Executive summary
MariaDB does not stop because of corruption, a Galera issue, or an SQL bug. The Linux kernel kills the mariadbd process for exceeding memory limits.
The evidence is explicit in systemd and the kernel log:
mariadb.service: Failed with result 'oom-kill'
Out of memory: Killed process 1177 (mariadbd) total-vm:22267612kB, anon-rss:16649820kB
Memory cgroup out of memory: Killed process 1146610 (mariadbd)
The environment
| Component | Value |
|---|---|
| Total RAM | 19.5 GB |
| Swap | ~1 GB |
| systemd MemoryMax | 16 GB |
| innodb_buffer_pool_size | 2 GB (auto-shrink → 1 GB) |
| rocksdb_block_cache_size | 4 GB |
| tmp_table_size (Releem override) | 768 MB |
| max_heap_table_size (Releem override) | 768 MB |
| sort_buffer_size | 32 MB |
| max_connections | 100 |
What happens before the kill
MariaDB detects memory pressure and tries to protect itself by shrinking the InnoDB buffer pool:
Memory pressure event shrunk innodb_buffer_pool_size=1536m from 2048m
→ 1280m → 1152m → 1088m → 1056m → 1040m → 1032m → 1024m
Memory pressure event disregarded; innodb_buffer_pool_size=1024m,
innodb_buffer_pool_size_auto_min=1024m
InnoDB has already reduced its buffer pool to the minimum (1 GB). But it's not enough. The other memory consumers don't back down.
Worst-case calculation
With 100 simultaneous connections, the worst-case per-session memory consumption:
100 × (768 MB tmp_table + 768 MB heap + 32 MB sort) = ~153 GB
Obviously, not all sessions create 768 MB temporary tables. But just 20 sessions running queries with GROUP BY or ORDER BY on large datasets are enough to blow through the 16 GB cap:
InnoDB buffer pool: 1 GB (shrunk)
RocksDB cache: 4 GB (fixed, doesn't shrink)

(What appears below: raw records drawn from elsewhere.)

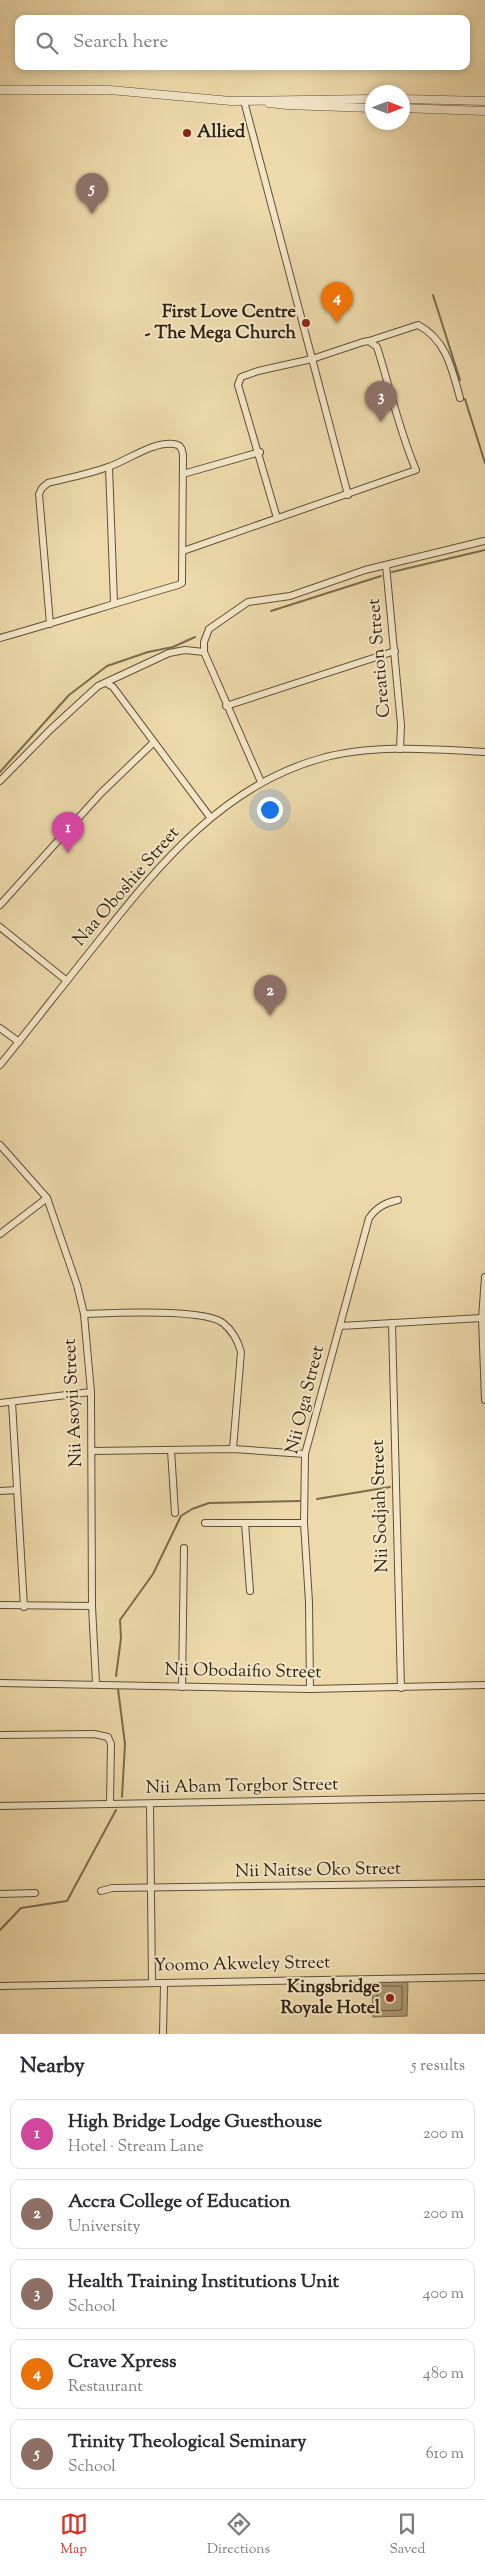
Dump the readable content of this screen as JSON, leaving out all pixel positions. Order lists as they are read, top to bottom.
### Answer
{
  "streets": {
    "street": [
      "Creation Street",
      "Naa Oboshie Street",
      "Nii Oga Street",
      "Nii Asoyii Street",
      "Nii Sodjah Street",
      "Nii Obodaifio Street",
      "Nii Abam Torgbor Street",
      "Nii Naitse Oko Street",
      "Yoomo Akweley Street"
    ]
  },
  "crossings": [
    ["Creation Street", "Naa Oboshie Street"],
    ["Nii Oga Street", "Nii Obodaifio Street"],
    ["Nii Asoyii Street", "Nii Obodaifio Street"],
    ["Nii Sodjah Street", "Nii Obodaifio Street"]
  ],
  "places": ["Allied", "First Love Centre - The Mega Church", "Kingsbridge Royale Hotel"],
  "north": "right",
  "page": {
    "search": "Search here",
    "pins": [
      "5",
      "4",
      "3",
      "1",
      "2"
    ],
    "heading": ["Nearby", "5 results"],
    "list": [
      {
        "mark": "1",
        "name": "High Bridge Lodge Guesthouse",
        "note": "Hotel · Stream Lane",
        "value": "200 m"
      },
      {
        "mark": "2",
        "name": "Accra College of Education",
        "note": "University",
        "value": "200 m"
      },
      {
        "mark": "3",
        "name": "Health Training Institutions Unit",
        "note": "School",
        "value": "400 m"
      },
      {
        "mark": "4",
        "name": "Crave Xpress",
        "note": "Restaurant",
        "value": "480 m"
      },
      {
        "mark": "5",
        "name": "Trinity Theological Seminary",
        "note": "School",
        "value": "610 m"
      }
    ],
    "nav": ["Map", "Directions", "Saved"]
  }
}
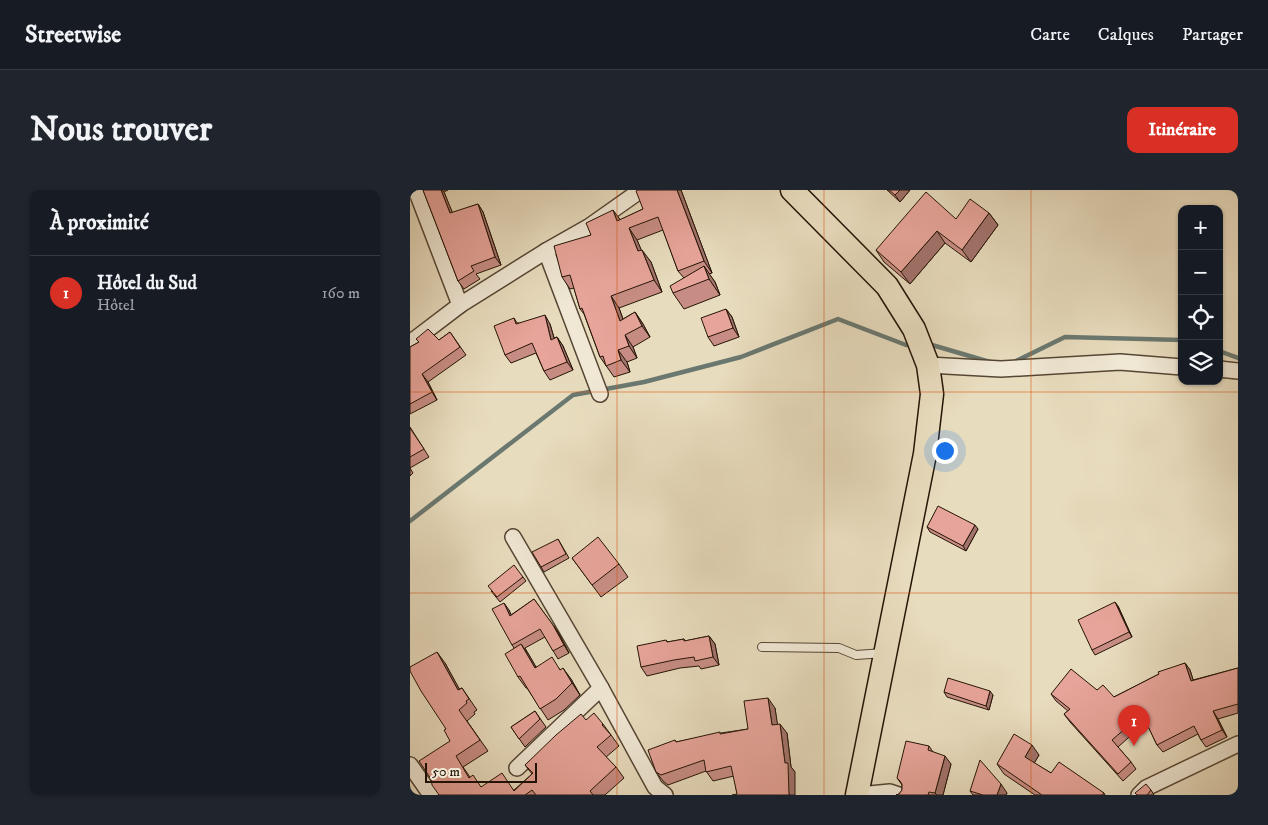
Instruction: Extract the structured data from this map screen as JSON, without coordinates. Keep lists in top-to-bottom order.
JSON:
{
  "scale_bar": "50 m",
  "page": {
    "header": "Streetwise",
    "nav": ["Carte", "Calques", "Partager"],
    "buttons": "Itinéraire",
    "title": "Nous trouver",
    "heading": "À proximité",
    "map_buttons": ["+", "−"],
    "list": [
      {
        "mark": "1",
        "name": "Hôtel du Sud",
        "note": "Hôtel",
        "value": "160 m"
      }
    ],
    "pins": "1",
    "scale": "50 m"
  }
}
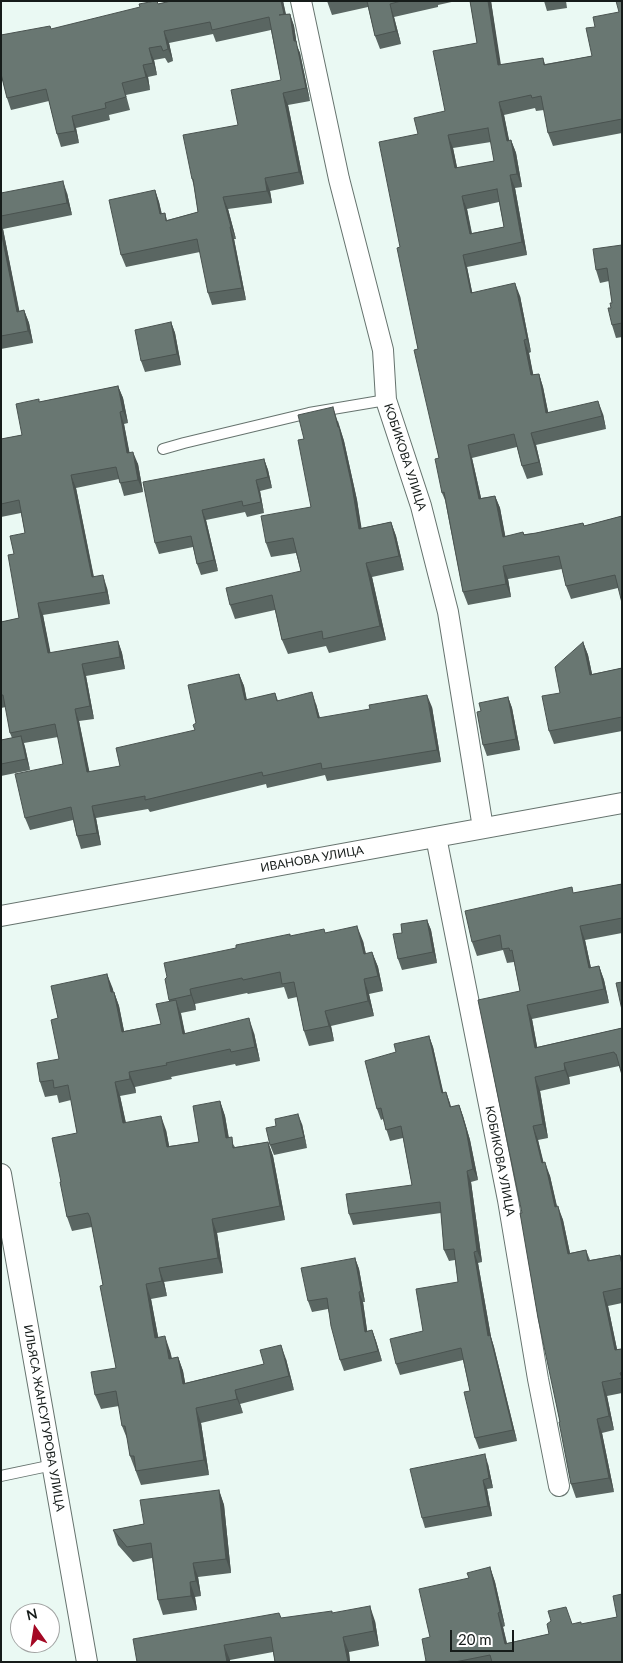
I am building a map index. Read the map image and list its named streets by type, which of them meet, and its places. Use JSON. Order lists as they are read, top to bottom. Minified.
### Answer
{"streets":{"street":["КОБИКОВА УЛИЦА","ИВАНОВА УЛИЦА","ИЛЬЯСА ЖАНСУГУРОВА УЛИЦА"]},"crossings":[["КОБИКОВА УЛИЦА","ИВАНОВА УЛИЦА"]],"scale_bar":"20 m","north":"top"}
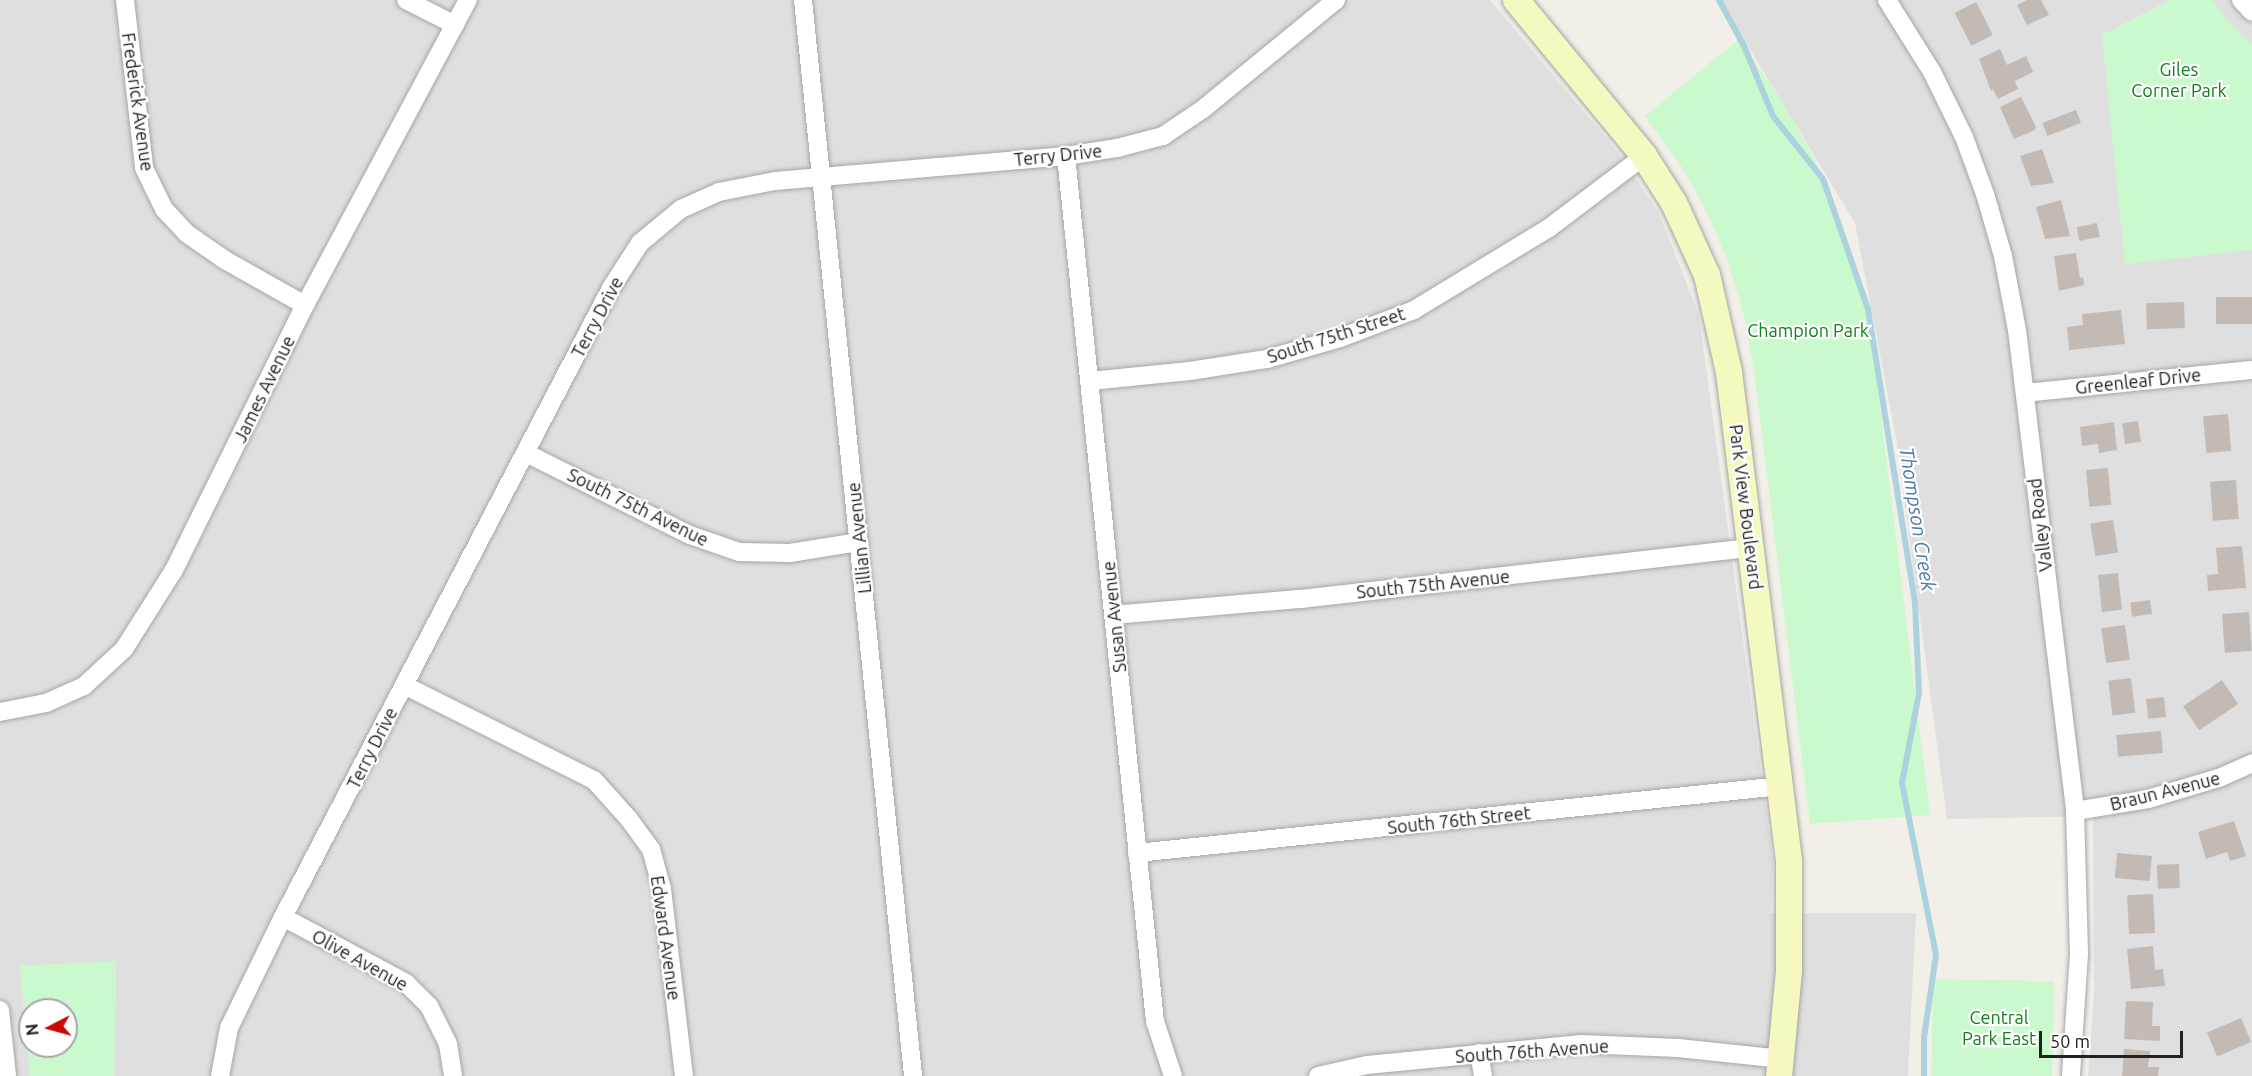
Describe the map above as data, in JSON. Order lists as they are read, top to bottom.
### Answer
{
  "streets": {
    "street": [
      "Frederick Avenue",
      "Terry Drive",
      "South 75th Street",
      "Greenleaf Drive",
      "James Avenue",
      "South 75th Avenue",
      "Park View Boulevard",
      "Valley Road",
      "Lillian Avenue",
      "Susan Avenue",
      "Braun Avenue",
      "South 76th Street",
      "Edward Avenue",
      "Olive Avenue",
      "South 76th Avenue"
    ]
  },
  "crossings": [
    ["Frederick Avenue", "James Avenue"],
    ["Terry Drive", "South 75th Avenue"],
    ["Terry Drive", "Lillian Avenue"],
    ["Terry Drive", "Susan Avenue"],
    ["Terry Drive", "Edward Avenue"],
    ["Terry Drive", "Olive Avenue"],
    ["South 75th Street", "Park View Boulevard"],
    ["South 75th Street", "Susan Avenue"],
    ["Greenleaf Drive", "Valley Road"],
    ["South 75th Avenue", "Park View Boulevard"],
    ["South 75th Avenue", "Lillian Avenue"],
    ["South 75th Avenue", "Susan Avenue"],
    ["Park View Boulevard", "South 76th Street"],
    ["Park View Boulevard", "South 76th Avenue"],
    ["Valley Road", "Braun Avenue"],
    ["Susan Avenue", "South 76th Street"]
  ],
  "water": ["Thompson Creek"],
  "parks": ["Giles Corner Park", "Champion Park", "Central Park East"],
  "scale_bar": "50 m",
  "north": "left"
}
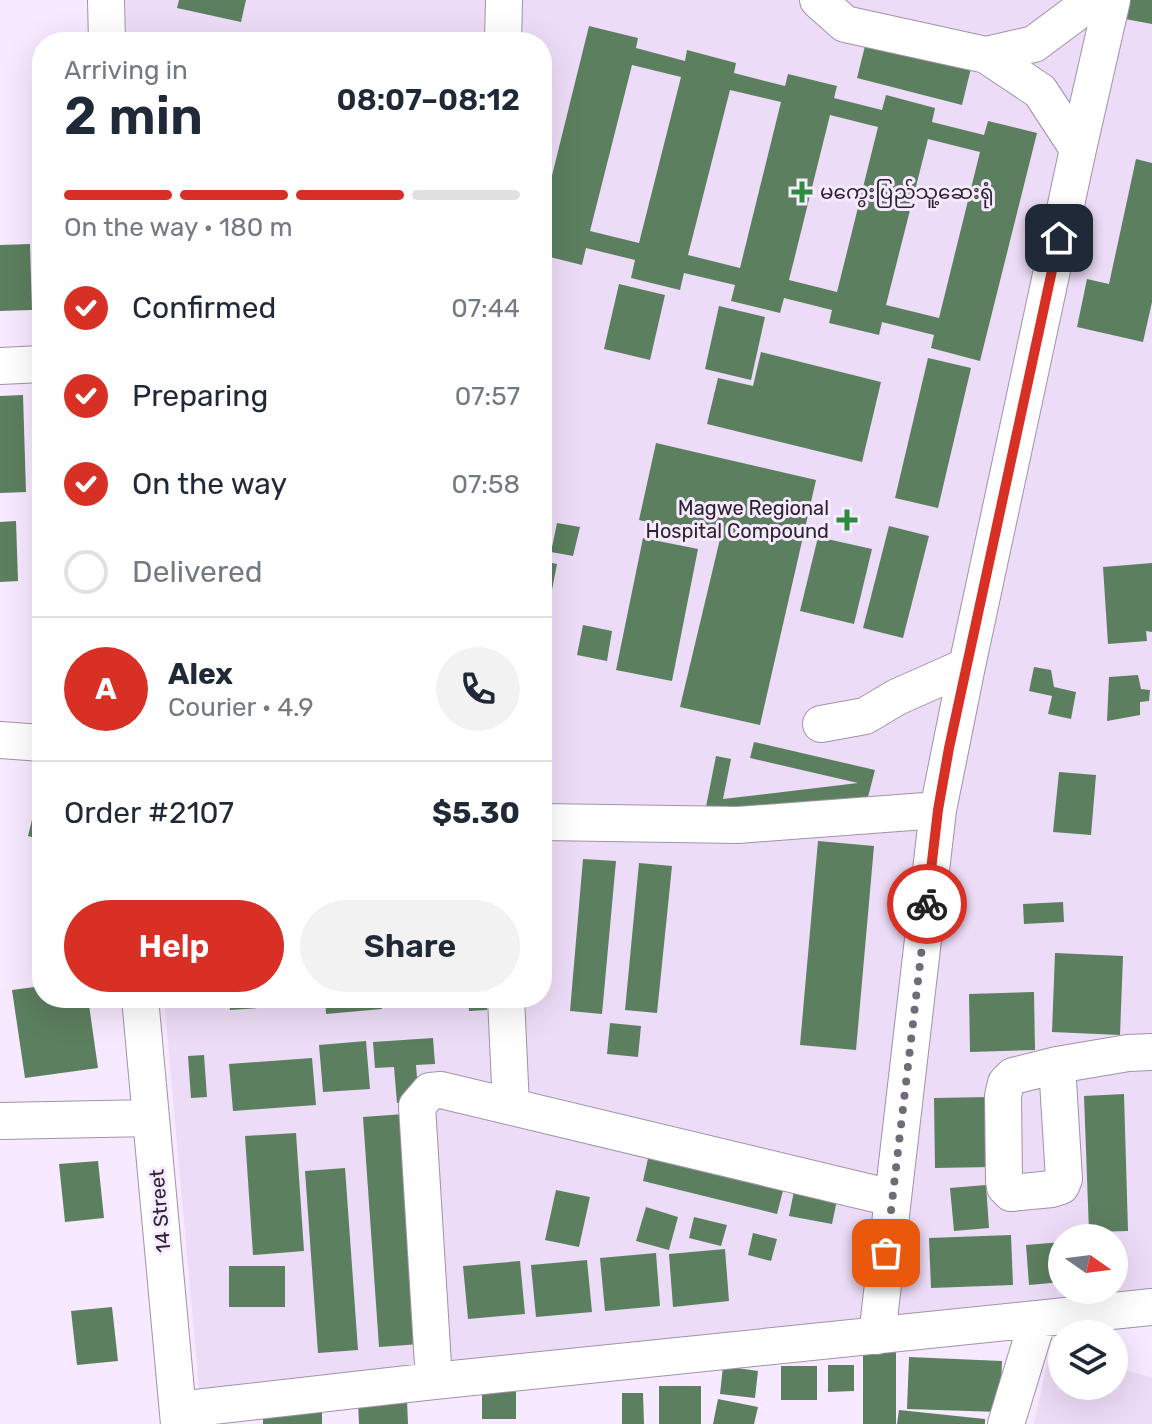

20 sessions × 768 MB: 15 GB
Total: 20 GB → kill
Aggravating factor: ProxySQL connection storm
Just before the OOM, the MariaDB log shows mass aborted connections from 10.68.68.103 (ProxySQL):
Aborted connection ... user: 'unauthenticated' host: '10.68.68.103'
Too many connections
More connections = more session memory = more pressure.
The fix
Immediate actions
- Reduce session memory:
tmp_table_size = 128M
max_heap_table_size = 128M
sort_buffer_size = 8M
- Raise the systemd cap:
MemoryMax=18G
- Audit the RocksDB cache — 4 GB may be oversized:
rocksdb_block_cache_size = 2G
Medium-term actions
- Remove the Releem override file (
/etc/mysql/releem.conf.d/z_aiops_mysql.cnf) - Monitor
memory_mysqldvia PmaControl to alert before the kill - Configure ProxySQL with a lower backend
max_connectionsthan MariaDB'smax_connections
What it is not
It is not:
- a startup failure
- a broken Galera recovery
- a corrupted datadir
- a file descriptor issue
MariaDB restarted cleanly and came back active (running) immediately.
Conclusion
An automatic tuning tool (Releem) pushed tmp_table_size to 768 MB — a value that seems reasonable in isolation. But combined with a 16 GB systemd cap, a 4 GB RocksDB cache, and ProxySQL connection storms, it becomes a ticking time bomb.
A MariaDB server's memory must be calculated for worst case, not average case.